Artificial intelligence (AI) systems rely heavily on vast amounts of data, often obtained through “scraping,” which involves the automated extraction of large datasets from the internet. Much of this scraped data is personal information. This data fuels AI tools like facial recognition, deep fakes, and generative AI. While scraping supports web searching, archiving, and valuable scientific research, its use for AI can raise ethical and societal concerns.

The rate and scale of data scraping are rapidly increasing, despite many privacy laws seemingly conflicting with such practices. This article argues for a serious reevaluation of scraping in light of privacy laws.

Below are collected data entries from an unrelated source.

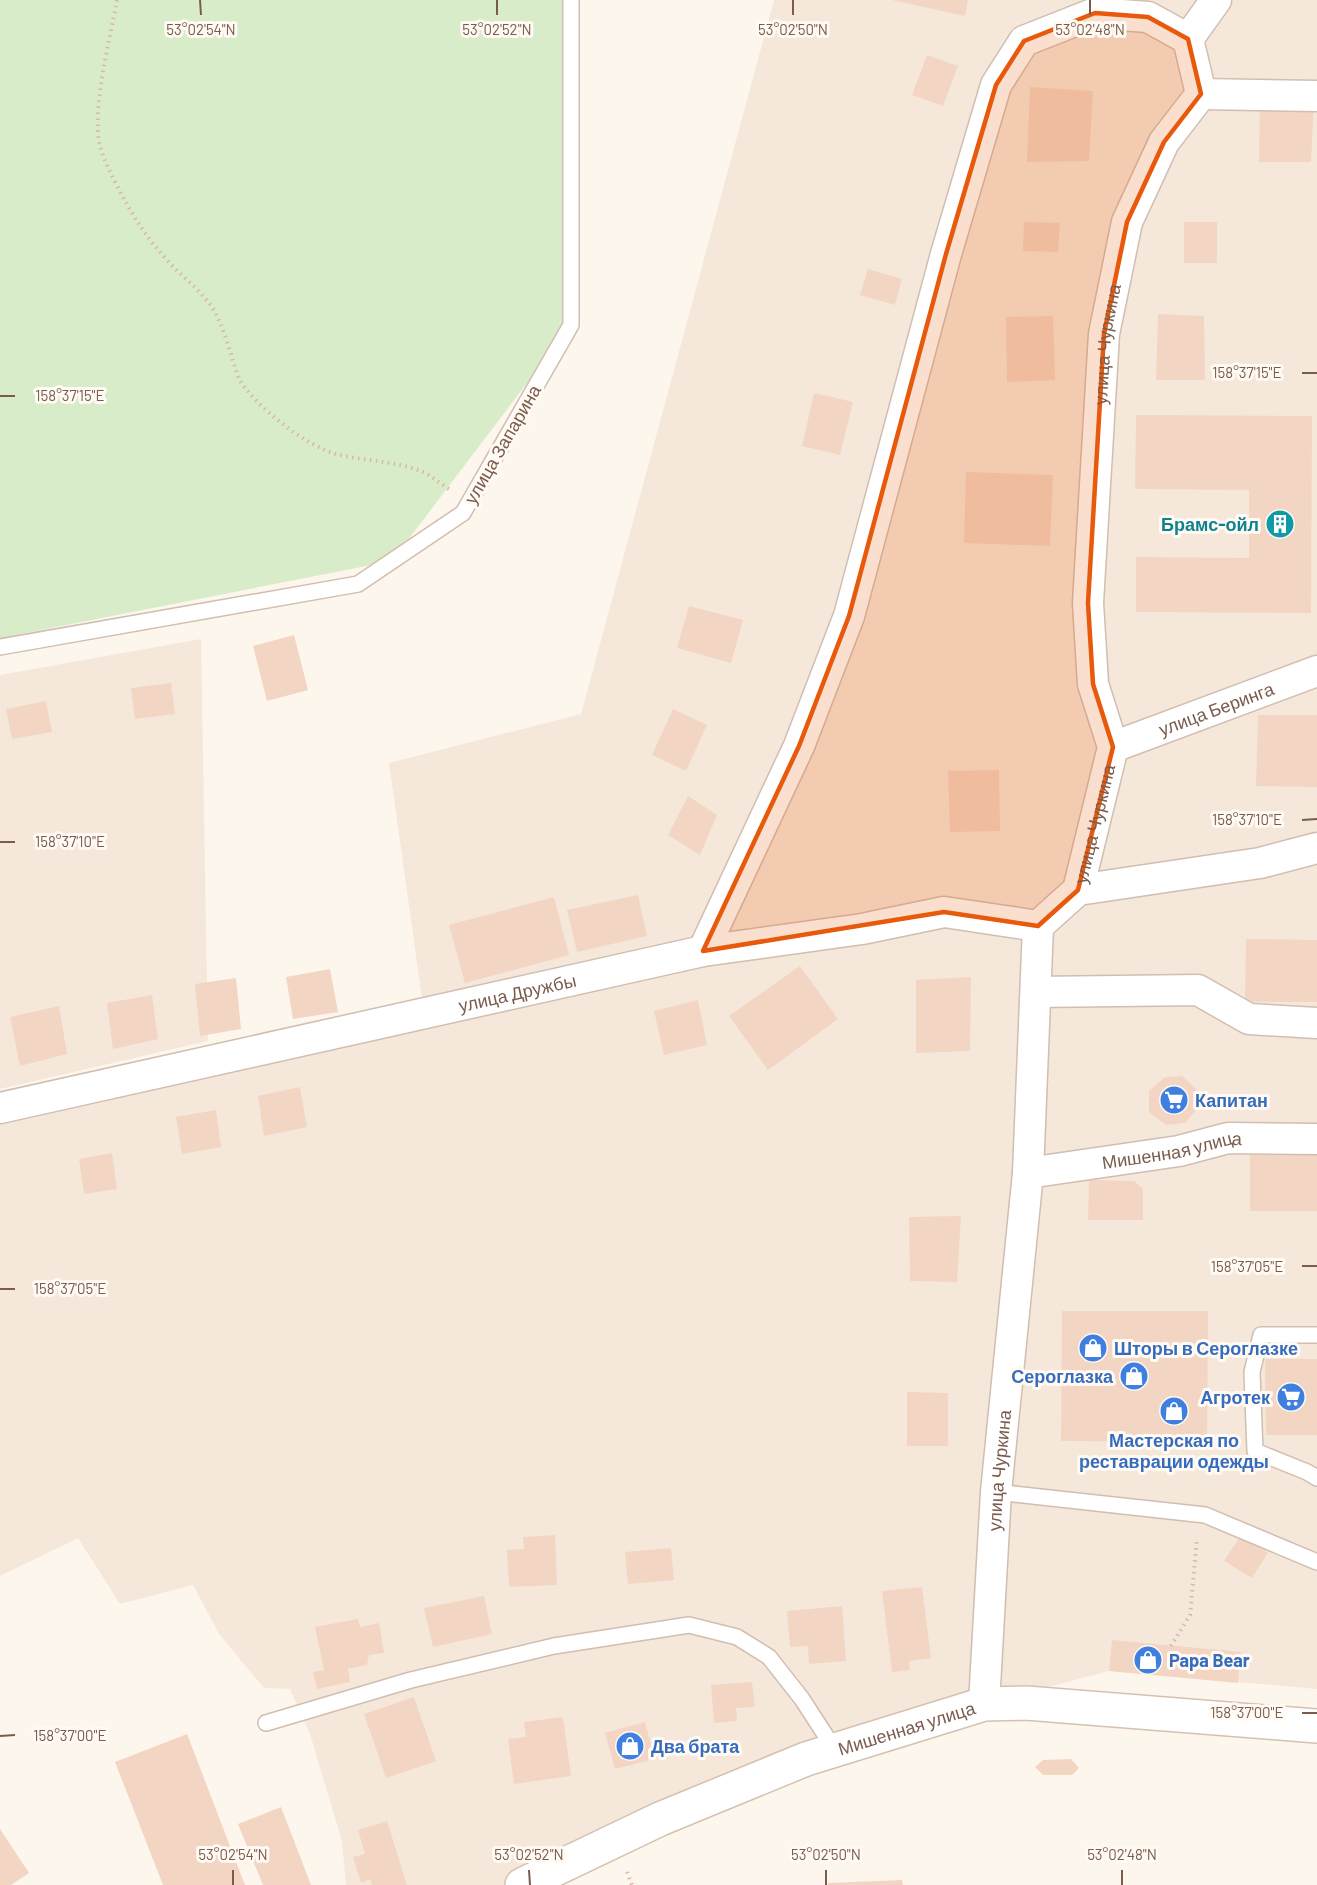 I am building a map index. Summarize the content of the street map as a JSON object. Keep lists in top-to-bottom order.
{
  "streets": {
    "main road": ["Мишенная улица"],
    "street": ["улица Чуркина", "улица Беринга", "улица Дружбы"],
    "lane": ["улица Запарина"]
  },
  "crossings": [
    ["улица Чуркина", "улица Беринга"],
    ["улица Чуркина", "улица Дружбы"],
    ["улица Чуркина", "Мишенная улица"]
  ],
  "places": {
    "building": ["Брамс-ойл"],
    "supermarket": ["Капитан", "Агротек"],
    "shop": [
      "Шторы в Сероглазке",
      "Сероглазка",
      "Мастерская по реставрации одежды",
      "Papa Bear",
      "Два брата"
    ]
  },
  "coordinates": [
    "53°02'54\"N",
    "53°02'52\"N",
    "53°02'50\"N",
    "53°02'48\"N",
    "158°37'15\"E",
    "158°37'10\"E",
    "158°37'05\"E",
    "158°37'00\"E"
  ]
} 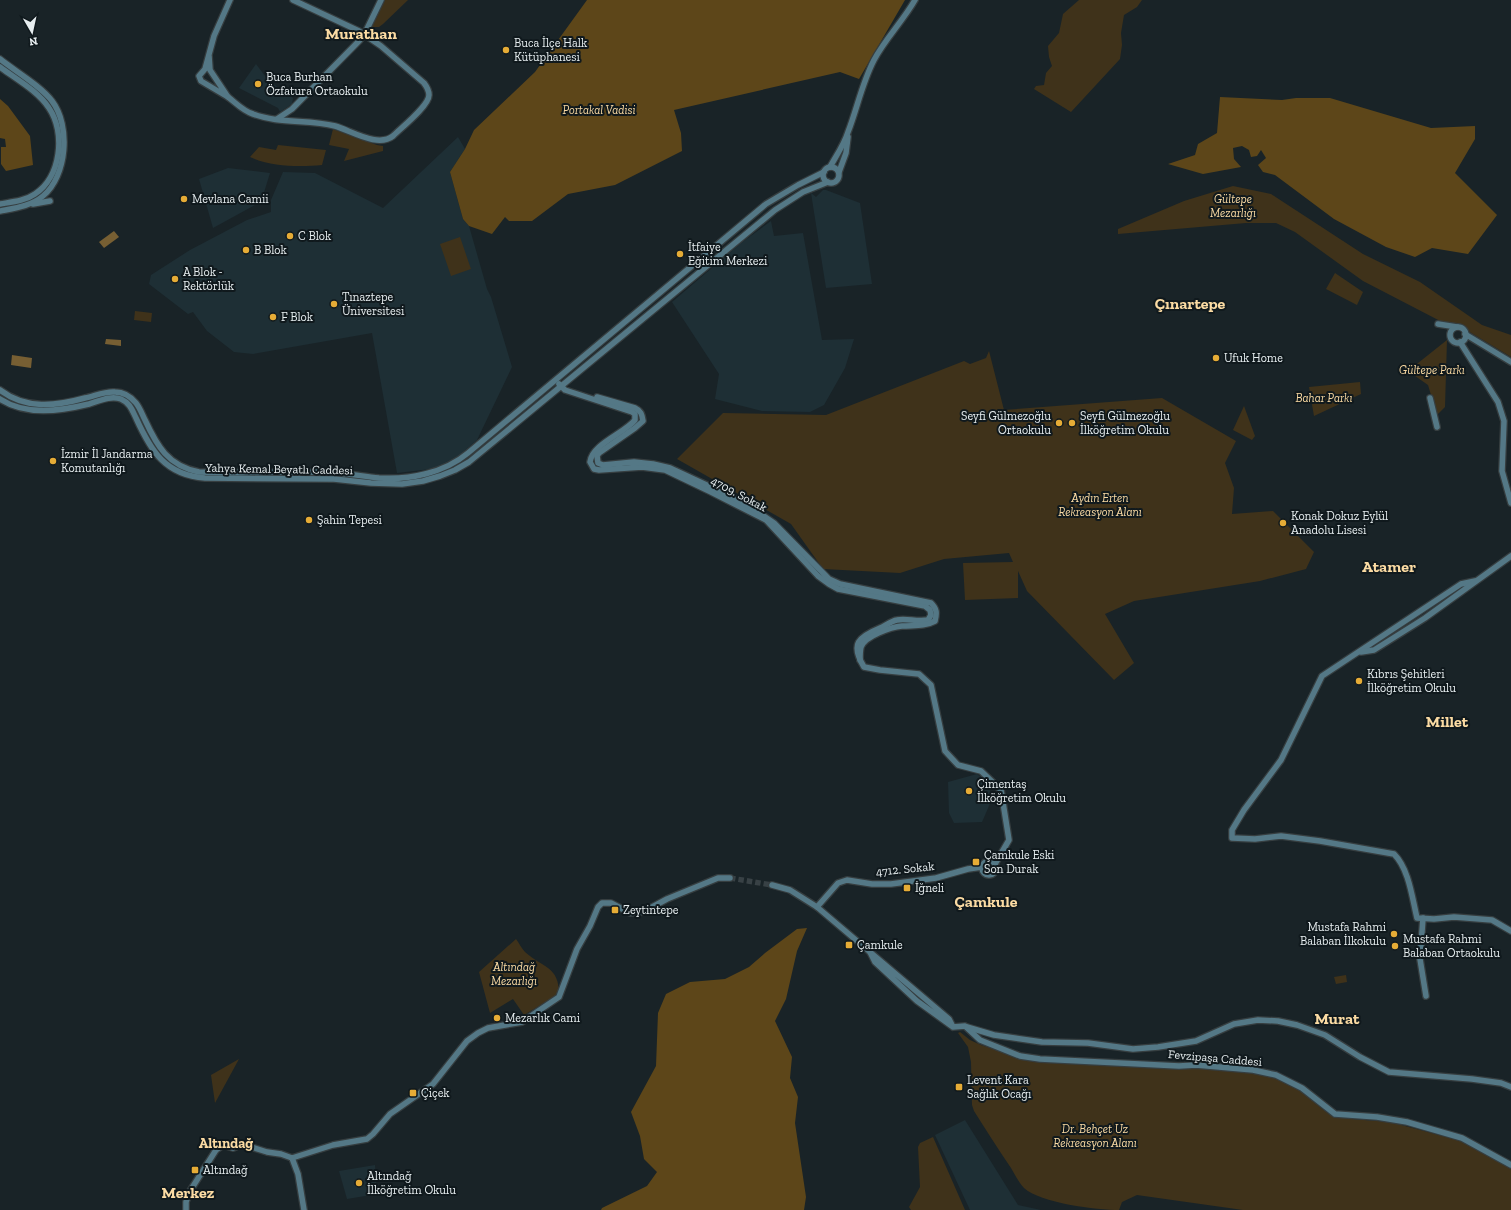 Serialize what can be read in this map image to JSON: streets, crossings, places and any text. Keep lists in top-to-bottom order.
{
  "streets": {
    "street": [
      "Yahya Kemal Beyatlı Caddesi",
      "4709. Sokak",
      "4712. Sokak",
      "Fevzipaşa Caddesi"
    ]
  },
  "crossings": [
    ["Yahya Kemal Beyatlı Caddesi", "4709. Sokak"],
    ["4709. Sokak", "4712. Sokak"]
  ],
  "districts": [
    "Murathan",
    "Çınartepe",
    "Atamer",
    "Millet",
    "Çamkule",
    "Murat",
    "Altındağ",
    "Merkez"
  ],
  "parks": [
    "Portakal Vadisi",
    "Gültepe Mezarlığı",
    "Gültepe Parkı",
    "Bahar Parkı",
    "Aydın Erten Rekreasyon Alanı",
    "Altındağ Mezarlığı",
    "Dr. Behçet Uz Rekreasyon Alanı"
  ],
  "places": {
    "other": [
      "Buca İlçe Halk Kütüphanesi",
      "Buca Burhan Özfatura Ortaokulu",
      "Mevlana Camii",
      "C Blok",
      "B Blok",
      "İtfaiye Eğitim Merkezi",
      "A Blok - Rektörlük",
      "Tınaztepe Üniversitesi",
      "F Blok",
      "Ufuk Home",
      "Seyfi Gülmezoğlu Ortaokulu",
      "Seyfi Gülmezoğlu İlköğretim Okulu",
      "İzmir İl Jandarma Komutanlığı",
      "Şahin Tepesi",
      "Konak Dokuz Eylül Anadolu Lisesi",
      "Kıbrıs Şehitleri İlköğretim Okulu",
      "Çimentaş İlköğretim Okulu",
      "Mustafa Rahmi Balaban İlkokulu",
      "Mustafa Rahmi Balaban Ortaokulu",
      "Mezarlık Cami",
      "Altındağ İlköğretim Okulu"
    ],
    "transit": [
      "Çamkule Eski Son Durak",
      "İğneli",
      "Zeytintepe",
      "Çamkule",
      "Levent Kara Sağlık Ocağı",
      "Çiçek",
      "Altındağ"
    ]
  },
  "north": "bottom"
}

Scraping often contravenes key privacy principles, including fairness, individual rights and control, transparency, consent, purpose limitation and secondary use restrictions, data minimization, onward transfer, and data security. Data protection laws that incorporate these principles are frequently disregarded in the context of scraping.

Scraping has largely avoided scrutiny under privacy law because those who scrape often assume that publicly available data is free to use without restriction. However, the accessibility of data does not exempt scrapers from legal and ethical considerations. Privacy laws often protect publicly available data, and privacy principles are relevant even when personal data can be accessed by others.

This article examines the inherent conflict between scraping and privacy law. With the relentless advancement and exponential growth of AI, we are experiencing what we term the “great scrape.” A significant reconciliation with privacy principles is essential.